A study by scientists at Rocky Mountain Laboratories has quieted concerns the Ebola virus had become even deadlier to humans due to a mutation during an outbreak that claimed more than 10,000 lives in western Africa.
Last week's release of the National Institutes of Health study coincided with news of a new Ebola virus outbreak in the Democratic Republic of Congo that reportedly has killed 18.
The Ebola virus causes a serious illness that is often fatal if not treated. The virus is transmitted to people from wild animals and then spreads through the human population when people come in contact with bodily fluids like saliva, vomit or urine.
First identified in 1976, the Ebola virus’s impact was limited to a few thousand people in central Africa before the disease swept through Liberia, Guinea and Sierra Leone between 2013 to 2016 in an outbreak that sickened more than 30,000 people and eventually killed more than 10,000.
Early on during that epidemic, scientists speculated the genetic diversity in the circulating Mokona strain of the virus would result in more severe disease and higher rates of transmissibility between humans than prior strains.
RML staff scientist Andrea Marzi was one of 16 National Institutes of Health researchers who traveled to Africa during the outbreak to help facilitate the treatment of people affected by the disease.
Marzi worked with NIAID’s Laboratory of Virology chief Dr. Heinz Feldmann in a subsequent study to determine if mutations during the epidemic had made the disease more deadly to humans.
“At the end of 2016, there were some publications coming out hypothesizing that the Ebola virus Makona — which was the causative agent of the epidemic that devastated West Africa from 2013 to 2016 — might have over time adapted to humans and therefore spread so widely and caused this big epidemic,” Marzi said.
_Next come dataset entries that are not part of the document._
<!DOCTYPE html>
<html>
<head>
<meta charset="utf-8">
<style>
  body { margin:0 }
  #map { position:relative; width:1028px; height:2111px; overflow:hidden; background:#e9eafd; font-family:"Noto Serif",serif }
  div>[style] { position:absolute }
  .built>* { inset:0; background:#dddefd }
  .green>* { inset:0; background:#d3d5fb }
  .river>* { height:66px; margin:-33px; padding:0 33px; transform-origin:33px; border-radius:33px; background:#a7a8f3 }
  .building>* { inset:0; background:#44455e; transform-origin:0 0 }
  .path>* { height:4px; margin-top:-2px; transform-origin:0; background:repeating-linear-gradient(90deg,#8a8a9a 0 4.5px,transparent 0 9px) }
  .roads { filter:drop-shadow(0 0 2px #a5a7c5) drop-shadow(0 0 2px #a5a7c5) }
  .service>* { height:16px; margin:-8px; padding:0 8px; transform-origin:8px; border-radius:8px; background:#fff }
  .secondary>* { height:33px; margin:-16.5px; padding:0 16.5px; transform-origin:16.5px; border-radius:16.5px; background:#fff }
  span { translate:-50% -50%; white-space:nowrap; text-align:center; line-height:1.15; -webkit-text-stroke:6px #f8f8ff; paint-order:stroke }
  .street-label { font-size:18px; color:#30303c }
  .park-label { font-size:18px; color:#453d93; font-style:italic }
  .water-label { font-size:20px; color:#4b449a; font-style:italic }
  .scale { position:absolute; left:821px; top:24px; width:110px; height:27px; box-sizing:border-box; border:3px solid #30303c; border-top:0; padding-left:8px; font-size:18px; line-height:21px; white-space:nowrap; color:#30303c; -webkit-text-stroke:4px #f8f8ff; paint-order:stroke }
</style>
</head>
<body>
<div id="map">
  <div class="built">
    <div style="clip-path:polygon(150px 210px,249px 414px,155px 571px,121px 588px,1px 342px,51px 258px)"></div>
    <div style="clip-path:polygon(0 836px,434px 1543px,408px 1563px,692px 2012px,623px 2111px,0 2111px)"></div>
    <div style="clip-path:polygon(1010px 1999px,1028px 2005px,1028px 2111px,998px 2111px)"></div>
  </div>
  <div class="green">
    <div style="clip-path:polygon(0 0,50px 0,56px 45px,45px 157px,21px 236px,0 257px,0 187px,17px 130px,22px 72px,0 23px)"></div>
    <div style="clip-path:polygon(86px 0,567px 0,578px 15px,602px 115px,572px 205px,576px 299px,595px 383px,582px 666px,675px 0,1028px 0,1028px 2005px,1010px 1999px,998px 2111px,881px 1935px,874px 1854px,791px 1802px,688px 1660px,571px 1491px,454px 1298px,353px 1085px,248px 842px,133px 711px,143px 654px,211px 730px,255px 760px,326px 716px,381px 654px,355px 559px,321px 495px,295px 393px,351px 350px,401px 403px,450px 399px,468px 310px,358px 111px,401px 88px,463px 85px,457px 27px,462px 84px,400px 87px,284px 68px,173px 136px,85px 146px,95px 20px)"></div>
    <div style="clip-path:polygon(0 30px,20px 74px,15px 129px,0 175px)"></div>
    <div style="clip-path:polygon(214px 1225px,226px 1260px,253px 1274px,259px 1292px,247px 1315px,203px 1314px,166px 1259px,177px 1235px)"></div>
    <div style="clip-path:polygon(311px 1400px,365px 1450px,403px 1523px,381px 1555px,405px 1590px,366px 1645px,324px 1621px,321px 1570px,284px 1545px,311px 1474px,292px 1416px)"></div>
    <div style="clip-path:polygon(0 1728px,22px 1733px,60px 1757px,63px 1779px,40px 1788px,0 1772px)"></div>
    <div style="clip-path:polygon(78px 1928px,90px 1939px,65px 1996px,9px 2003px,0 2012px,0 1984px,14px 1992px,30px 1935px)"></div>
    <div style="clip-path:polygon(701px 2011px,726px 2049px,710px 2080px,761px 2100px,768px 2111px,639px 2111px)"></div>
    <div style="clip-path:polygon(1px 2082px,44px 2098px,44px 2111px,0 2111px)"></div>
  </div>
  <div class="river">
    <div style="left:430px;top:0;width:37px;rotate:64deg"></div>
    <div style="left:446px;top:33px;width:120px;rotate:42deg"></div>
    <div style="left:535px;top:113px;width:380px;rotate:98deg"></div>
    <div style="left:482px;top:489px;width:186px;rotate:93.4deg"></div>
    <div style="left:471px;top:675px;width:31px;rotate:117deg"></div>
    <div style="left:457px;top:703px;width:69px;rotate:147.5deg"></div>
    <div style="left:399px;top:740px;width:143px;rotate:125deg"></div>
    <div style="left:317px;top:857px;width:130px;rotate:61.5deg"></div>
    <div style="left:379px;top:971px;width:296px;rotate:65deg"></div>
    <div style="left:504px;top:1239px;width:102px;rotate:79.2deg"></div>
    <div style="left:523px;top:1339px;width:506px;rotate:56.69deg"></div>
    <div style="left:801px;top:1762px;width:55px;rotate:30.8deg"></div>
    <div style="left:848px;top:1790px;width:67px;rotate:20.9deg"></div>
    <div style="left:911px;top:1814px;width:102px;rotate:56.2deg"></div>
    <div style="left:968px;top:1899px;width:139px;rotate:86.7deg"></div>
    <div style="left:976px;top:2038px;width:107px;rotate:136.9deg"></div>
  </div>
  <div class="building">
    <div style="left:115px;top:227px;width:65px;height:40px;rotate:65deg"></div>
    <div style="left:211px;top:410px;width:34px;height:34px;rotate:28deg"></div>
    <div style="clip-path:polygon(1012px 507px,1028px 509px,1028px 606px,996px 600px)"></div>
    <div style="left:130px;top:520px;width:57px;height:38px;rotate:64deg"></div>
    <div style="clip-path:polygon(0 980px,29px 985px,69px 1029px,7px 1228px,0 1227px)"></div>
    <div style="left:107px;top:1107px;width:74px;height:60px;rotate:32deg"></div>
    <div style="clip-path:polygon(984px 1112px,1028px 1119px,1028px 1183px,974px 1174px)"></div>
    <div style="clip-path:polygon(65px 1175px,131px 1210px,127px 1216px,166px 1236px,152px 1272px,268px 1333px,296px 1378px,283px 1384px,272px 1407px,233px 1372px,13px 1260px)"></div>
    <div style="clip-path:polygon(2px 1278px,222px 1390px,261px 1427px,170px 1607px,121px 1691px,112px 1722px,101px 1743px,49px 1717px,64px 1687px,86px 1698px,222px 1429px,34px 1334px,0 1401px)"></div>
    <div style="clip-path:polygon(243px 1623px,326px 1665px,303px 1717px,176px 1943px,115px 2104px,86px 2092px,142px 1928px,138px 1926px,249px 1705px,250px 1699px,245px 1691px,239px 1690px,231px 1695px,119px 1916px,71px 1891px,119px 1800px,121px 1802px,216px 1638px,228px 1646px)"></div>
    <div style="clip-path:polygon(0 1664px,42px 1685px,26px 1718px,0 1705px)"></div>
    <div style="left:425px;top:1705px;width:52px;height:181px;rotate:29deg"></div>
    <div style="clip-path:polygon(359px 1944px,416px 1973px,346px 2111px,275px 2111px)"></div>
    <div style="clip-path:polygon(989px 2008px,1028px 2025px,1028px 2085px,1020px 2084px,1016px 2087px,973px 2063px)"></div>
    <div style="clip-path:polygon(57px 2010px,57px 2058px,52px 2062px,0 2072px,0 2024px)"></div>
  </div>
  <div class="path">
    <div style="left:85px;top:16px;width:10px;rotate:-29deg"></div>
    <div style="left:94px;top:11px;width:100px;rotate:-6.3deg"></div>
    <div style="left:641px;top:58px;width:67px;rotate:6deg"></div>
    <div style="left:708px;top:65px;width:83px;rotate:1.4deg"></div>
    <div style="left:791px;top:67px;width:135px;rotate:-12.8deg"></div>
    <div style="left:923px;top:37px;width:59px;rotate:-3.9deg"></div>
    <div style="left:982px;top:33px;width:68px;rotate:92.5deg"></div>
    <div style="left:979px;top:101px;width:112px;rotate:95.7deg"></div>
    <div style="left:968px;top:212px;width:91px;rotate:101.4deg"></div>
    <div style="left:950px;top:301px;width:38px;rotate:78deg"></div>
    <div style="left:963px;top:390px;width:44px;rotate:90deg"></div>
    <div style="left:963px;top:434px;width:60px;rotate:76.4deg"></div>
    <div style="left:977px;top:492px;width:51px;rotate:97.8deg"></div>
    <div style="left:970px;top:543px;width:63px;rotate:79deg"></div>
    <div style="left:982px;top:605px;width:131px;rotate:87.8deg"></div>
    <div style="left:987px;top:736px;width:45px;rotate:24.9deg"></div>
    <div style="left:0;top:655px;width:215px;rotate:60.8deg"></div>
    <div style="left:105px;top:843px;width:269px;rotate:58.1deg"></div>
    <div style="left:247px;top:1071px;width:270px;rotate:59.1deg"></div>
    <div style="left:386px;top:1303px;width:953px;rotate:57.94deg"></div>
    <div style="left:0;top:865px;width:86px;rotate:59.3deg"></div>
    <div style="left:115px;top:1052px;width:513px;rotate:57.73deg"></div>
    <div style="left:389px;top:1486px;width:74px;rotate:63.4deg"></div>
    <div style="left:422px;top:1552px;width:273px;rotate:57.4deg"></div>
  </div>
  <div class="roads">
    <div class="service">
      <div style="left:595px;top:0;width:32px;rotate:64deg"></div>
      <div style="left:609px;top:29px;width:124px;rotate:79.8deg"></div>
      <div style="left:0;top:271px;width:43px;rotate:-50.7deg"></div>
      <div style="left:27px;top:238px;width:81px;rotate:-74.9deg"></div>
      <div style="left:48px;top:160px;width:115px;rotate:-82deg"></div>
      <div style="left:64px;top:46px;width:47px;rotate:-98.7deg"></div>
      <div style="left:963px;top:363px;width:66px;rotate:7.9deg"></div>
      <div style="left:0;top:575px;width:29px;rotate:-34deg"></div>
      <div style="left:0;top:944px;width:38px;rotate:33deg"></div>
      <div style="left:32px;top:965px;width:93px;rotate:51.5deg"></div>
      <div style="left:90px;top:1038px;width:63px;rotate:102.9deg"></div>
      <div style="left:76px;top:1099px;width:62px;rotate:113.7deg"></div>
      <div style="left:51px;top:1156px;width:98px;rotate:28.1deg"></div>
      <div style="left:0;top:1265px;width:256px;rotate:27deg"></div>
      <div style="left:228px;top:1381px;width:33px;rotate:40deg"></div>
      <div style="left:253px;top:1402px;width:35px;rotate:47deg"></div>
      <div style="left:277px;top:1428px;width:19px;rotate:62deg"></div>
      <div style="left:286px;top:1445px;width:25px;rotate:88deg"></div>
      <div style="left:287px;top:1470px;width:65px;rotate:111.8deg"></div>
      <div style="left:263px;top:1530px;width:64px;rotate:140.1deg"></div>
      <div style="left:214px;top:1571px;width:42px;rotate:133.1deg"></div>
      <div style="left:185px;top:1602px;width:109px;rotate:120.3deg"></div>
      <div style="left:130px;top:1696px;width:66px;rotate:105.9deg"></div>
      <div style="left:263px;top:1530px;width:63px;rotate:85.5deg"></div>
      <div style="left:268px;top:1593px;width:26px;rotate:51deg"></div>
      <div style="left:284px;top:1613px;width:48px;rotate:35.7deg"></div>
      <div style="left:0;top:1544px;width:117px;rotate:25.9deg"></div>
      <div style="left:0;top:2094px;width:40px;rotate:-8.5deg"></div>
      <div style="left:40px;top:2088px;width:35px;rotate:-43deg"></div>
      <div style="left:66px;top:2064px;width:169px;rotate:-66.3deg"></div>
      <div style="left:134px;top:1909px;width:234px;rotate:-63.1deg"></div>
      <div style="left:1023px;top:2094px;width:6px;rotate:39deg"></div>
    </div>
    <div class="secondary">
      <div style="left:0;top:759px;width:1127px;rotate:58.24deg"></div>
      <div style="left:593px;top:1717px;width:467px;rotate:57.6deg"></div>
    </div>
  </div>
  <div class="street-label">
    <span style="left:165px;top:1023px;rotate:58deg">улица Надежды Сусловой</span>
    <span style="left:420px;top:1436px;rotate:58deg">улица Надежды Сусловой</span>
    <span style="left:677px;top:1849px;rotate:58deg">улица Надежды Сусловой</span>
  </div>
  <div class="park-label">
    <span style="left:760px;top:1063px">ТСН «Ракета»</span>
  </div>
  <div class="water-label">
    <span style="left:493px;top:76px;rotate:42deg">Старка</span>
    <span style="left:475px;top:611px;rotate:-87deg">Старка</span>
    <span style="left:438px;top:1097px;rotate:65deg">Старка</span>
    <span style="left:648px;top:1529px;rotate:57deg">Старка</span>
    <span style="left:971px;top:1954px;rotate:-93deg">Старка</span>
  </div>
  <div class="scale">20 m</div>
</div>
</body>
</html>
Since RML researchers were involved early on in the response to the outbreak, they had samples of the virus from the beginning in Guinea. They also had samples from Liberia and Mali that included the mutations that were associated with human adaptation of the virus.
The researchers in Hamilton wanted to test the theory that mutation made the disease more deadly to humans by using animal models that were often used in this type of research.
Specially bred mice that are very susceptible to all types of diseases and rhesus macaque monkeys were infected with the various virus isolates to both assess the disease progression and see how the virus would shed.
“We were unable to find any significant differences between early and late isolates lacking or carrying those mutations, suggesting that these mutations did not lead to alterations in the disease-causing ability in animal models,” the researchers’ study said.
While the test subjects weren’t human, they were as close as researchers can come in analyzing these types of research questions, Marzi said.
“Having said that, we were very surprised to see basically no difference,” she said. “The mutation does not seem to contribute to more severe disease of pathogenesis.
“Even though the virus might have adapted to humans by acquiring this mutation … it did not make the disease worse in humans,” Marzi said. “Also we do not think it made it spread more. The study did not show the virus is more easily transmitted via saliva, urine or feces or so (on). We didn’t see a difference between early isolates and later ones carrying the mutation.”
The take away message was that different reasons, other than changes in the virus, likely caused the outbreak to be so widespread and severe.
“Other factors, including socio-economic ones, may have contributed,” Marzi said. “Unlike other outbreaks that occurred in central Africa in small villages where there wasn’t a lot of traffic, western Africa is highly populated and people travel a lot between countries. There is a lot of trade.
“The cities that were infected were not small villages,” she said. “They were like the capitals of those countries with a million people living there. Once the virus gets there, it spreads faster. This may have contributed, too, not just that the virus mutated and adapted to humans. … Our data doesn’t support that hypothesis. Mutations in viruses are normal. It may have moved wider because there were a lot more targets.”
People in West Africa were also slow to react because the disease had not appeared there before.
“In central Africa, people are very aware that Ebola is around,” Marzi said. “If someone presents with symptoms, village elders isolate them. (They) know that it could spread and be devastating. In West Africa in the beginning, nobody believed Ebola was there. They had to raise awareness that something bad was going on.”
Marzi spent two months working in Africa during the outbreak in what she calls an opportunity of a lifetime.
“For me, as a researcher, for the first time I personally could contribute something on the ground level,” she said. “Even though my skills as a scientist are so abstract to many people, those skills actually helped people directly.
“I could determine which people were really sick from blood that was drawn,” Marzi said. “Health care workers could limit the contact from the people who were infected to those people who were not infected and hopefully ensure they didn’t get the virus.”
There was some fear that went along with going into a place where so many were sick and dying.
“I washed my hands in bleach so many times that I could smell it for months afterwards,” she said. “It was quite something, but it was also one of the best things that I did in my life.”